YOUR GOAL: What is needed is an exact retyping of the records below, from the first line through the line that contains "Quick job: Serialize".

DATA FOR THIS EXERCISE:
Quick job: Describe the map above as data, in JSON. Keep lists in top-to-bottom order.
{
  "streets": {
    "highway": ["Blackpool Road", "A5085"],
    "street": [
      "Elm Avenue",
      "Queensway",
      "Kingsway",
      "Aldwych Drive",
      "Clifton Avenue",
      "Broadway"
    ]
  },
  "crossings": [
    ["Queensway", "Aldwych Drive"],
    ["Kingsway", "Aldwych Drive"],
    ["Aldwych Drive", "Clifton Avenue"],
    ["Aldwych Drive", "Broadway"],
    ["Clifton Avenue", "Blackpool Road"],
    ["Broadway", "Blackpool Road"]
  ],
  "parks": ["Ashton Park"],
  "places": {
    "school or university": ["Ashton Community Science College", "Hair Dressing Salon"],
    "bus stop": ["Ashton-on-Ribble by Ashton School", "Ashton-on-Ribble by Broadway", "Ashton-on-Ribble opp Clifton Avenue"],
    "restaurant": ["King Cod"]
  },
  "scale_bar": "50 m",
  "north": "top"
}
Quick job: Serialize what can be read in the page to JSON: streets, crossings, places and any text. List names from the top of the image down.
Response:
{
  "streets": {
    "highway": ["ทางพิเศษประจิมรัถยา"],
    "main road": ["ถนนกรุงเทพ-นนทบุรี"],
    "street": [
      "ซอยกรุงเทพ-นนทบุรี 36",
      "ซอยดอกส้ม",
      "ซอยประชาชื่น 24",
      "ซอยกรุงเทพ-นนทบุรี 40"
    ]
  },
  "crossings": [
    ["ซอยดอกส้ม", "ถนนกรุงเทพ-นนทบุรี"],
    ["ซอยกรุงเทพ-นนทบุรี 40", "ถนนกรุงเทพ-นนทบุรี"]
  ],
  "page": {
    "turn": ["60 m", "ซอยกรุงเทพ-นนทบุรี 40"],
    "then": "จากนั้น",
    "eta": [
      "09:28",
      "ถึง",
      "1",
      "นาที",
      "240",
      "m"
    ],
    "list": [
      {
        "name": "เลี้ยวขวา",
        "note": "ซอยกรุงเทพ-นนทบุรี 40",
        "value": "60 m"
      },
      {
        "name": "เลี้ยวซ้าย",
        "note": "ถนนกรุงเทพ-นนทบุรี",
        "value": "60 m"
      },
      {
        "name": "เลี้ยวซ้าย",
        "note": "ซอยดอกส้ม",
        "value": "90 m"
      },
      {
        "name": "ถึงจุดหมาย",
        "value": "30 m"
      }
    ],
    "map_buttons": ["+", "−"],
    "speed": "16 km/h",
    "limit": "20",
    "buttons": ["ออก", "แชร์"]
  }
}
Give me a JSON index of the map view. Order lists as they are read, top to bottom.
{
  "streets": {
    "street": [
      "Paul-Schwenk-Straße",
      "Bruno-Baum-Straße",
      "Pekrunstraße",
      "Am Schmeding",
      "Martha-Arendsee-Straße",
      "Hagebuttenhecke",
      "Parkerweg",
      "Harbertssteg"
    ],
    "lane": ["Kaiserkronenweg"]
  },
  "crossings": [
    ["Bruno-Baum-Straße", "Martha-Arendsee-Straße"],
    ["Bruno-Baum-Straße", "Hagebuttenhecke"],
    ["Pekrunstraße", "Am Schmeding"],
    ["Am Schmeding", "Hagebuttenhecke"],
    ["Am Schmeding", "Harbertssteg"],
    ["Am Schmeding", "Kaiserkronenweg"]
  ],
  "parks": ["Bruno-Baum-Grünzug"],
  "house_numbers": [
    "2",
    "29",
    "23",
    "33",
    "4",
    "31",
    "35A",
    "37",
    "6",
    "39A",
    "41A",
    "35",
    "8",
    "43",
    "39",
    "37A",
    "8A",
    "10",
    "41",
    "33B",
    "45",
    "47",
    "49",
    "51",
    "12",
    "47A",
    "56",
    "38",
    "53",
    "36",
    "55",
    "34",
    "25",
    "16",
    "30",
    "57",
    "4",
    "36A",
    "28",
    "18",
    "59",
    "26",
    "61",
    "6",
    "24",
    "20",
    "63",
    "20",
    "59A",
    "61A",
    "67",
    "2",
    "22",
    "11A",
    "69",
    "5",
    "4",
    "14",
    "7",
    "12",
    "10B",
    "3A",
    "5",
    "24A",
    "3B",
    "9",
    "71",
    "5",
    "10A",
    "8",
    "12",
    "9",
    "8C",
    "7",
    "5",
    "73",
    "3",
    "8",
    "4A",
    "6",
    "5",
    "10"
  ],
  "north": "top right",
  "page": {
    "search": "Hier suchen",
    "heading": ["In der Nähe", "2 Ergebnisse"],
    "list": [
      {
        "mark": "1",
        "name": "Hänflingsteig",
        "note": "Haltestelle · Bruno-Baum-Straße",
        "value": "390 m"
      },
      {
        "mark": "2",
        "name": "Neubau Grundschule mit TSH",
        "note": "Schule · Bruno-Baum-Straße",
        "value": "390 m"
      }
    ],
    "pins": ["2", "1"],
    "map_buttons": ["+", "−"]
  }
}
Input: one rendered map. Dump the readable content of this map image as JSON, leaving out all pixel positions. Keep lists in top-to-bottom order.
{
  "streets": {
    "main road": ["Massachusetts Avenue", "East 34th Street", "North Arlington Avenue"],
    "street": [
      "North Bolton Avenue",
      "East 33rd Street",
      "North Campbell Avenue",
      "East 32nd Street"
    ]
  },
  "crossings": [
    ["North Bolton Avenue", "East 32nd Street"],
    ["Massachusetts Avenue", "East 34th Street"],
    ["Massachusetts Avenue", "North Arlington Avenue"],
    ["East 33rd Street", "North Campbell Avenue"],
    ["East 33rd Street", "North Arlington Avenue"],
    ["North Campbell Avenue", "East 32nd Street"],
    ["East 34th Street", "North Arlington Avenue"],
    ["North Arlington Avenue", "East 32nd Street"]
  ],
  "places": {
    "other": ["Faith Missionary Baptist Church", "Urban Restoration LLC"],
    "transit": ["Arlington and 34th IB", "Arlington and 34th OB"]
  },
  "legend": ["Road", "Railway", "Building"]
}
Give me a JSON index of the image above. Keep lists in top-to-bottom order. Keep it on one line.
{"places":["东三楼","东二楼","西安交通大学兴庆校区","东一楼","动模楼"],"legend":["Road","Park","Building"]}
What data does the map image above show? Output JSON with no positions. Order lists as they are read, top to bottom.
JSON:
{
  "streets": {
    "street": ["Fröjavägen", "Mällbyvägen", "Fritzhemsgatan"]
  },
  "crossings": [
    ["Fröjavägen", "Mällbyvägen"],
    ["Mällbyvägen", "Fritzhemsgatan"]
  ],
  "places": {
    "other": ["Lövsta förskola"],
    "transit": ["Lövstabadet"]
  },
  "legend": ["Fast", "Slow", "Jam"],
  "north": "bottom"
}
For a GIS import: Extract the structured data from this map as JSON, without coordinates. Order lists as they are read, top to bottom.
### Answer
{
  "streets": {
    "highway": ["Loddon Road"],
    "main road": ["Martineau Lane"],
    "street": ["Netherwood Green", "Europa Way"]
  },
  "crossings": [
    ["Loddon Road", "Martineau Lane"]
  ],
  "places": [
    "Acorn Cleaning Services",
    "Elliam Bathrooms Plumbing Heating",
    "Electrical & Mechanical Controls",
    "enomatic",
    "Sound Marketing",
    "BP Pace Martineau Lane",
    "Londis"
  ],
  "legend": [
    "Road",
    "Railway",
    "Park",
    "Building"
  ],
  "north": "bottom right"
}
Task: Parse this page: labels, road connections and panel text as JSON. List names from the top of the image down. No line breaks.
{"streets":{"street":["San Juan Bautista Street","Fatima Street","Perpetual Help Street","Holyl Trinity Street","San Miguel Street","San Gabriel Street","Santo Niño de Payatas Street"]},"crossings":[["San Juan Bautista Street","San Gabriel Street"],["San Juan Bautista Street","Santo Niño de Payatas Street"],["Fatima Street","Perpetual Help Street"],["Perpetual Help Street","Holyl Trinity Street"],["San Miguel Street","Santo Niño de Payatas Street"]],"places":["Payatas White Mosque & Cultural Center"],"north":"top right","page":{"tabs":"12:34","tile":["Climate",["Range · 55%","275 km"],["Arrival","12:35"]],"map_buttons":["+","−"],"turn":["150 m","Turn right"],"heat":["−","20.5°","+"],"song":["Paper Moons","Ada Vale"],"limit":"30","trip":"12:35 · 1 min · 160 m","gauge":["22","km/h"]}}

TASK RESULT:
Quick job: Describe the map above as data, in JSON. Keep lists in top-to-bottom order.
{
  "streets": {
    "highway": ["Blackpool Road", "A5085"],
    "street": [
      "Elm Avenue",
      "Queensway",
      "Kingsway",
      "Aldwych Drive",
      "Clifton Avenue",
      "Broadway"
    ]
  },
  "crossings": [
    ["Queensway", "Aldwych Drive"],
    ["Kingsway", "Aldwych Drive"],
    ["Aldwych Drive", "Clifton Avenue"],
    ["Aldwych Drive", "Broadway"],
    ["Clifton Avenue", "Blackpool Road"],
    ["Broadway", "Blackpool Road"]
  ],
  "parks": ["Ashton Park"],
  "places": {
    "school or university": ["Ashton Community Science College", "Hair Dressing Salon"],
    "bus stop": ["Ashton-on-Ribble by Ashton School", "Ashton-on-Ribble by Broadway", "Ashton-on-Ribble opp Clifton Avenue"],
    "restaurant": ["King Cod"]
  },
  "scale_bar": "50 m",
  "north": "top"
}
Quick job: Serialize what can be read in the page to JSON: streets, crossings, places and any text. List names from the top of the image down.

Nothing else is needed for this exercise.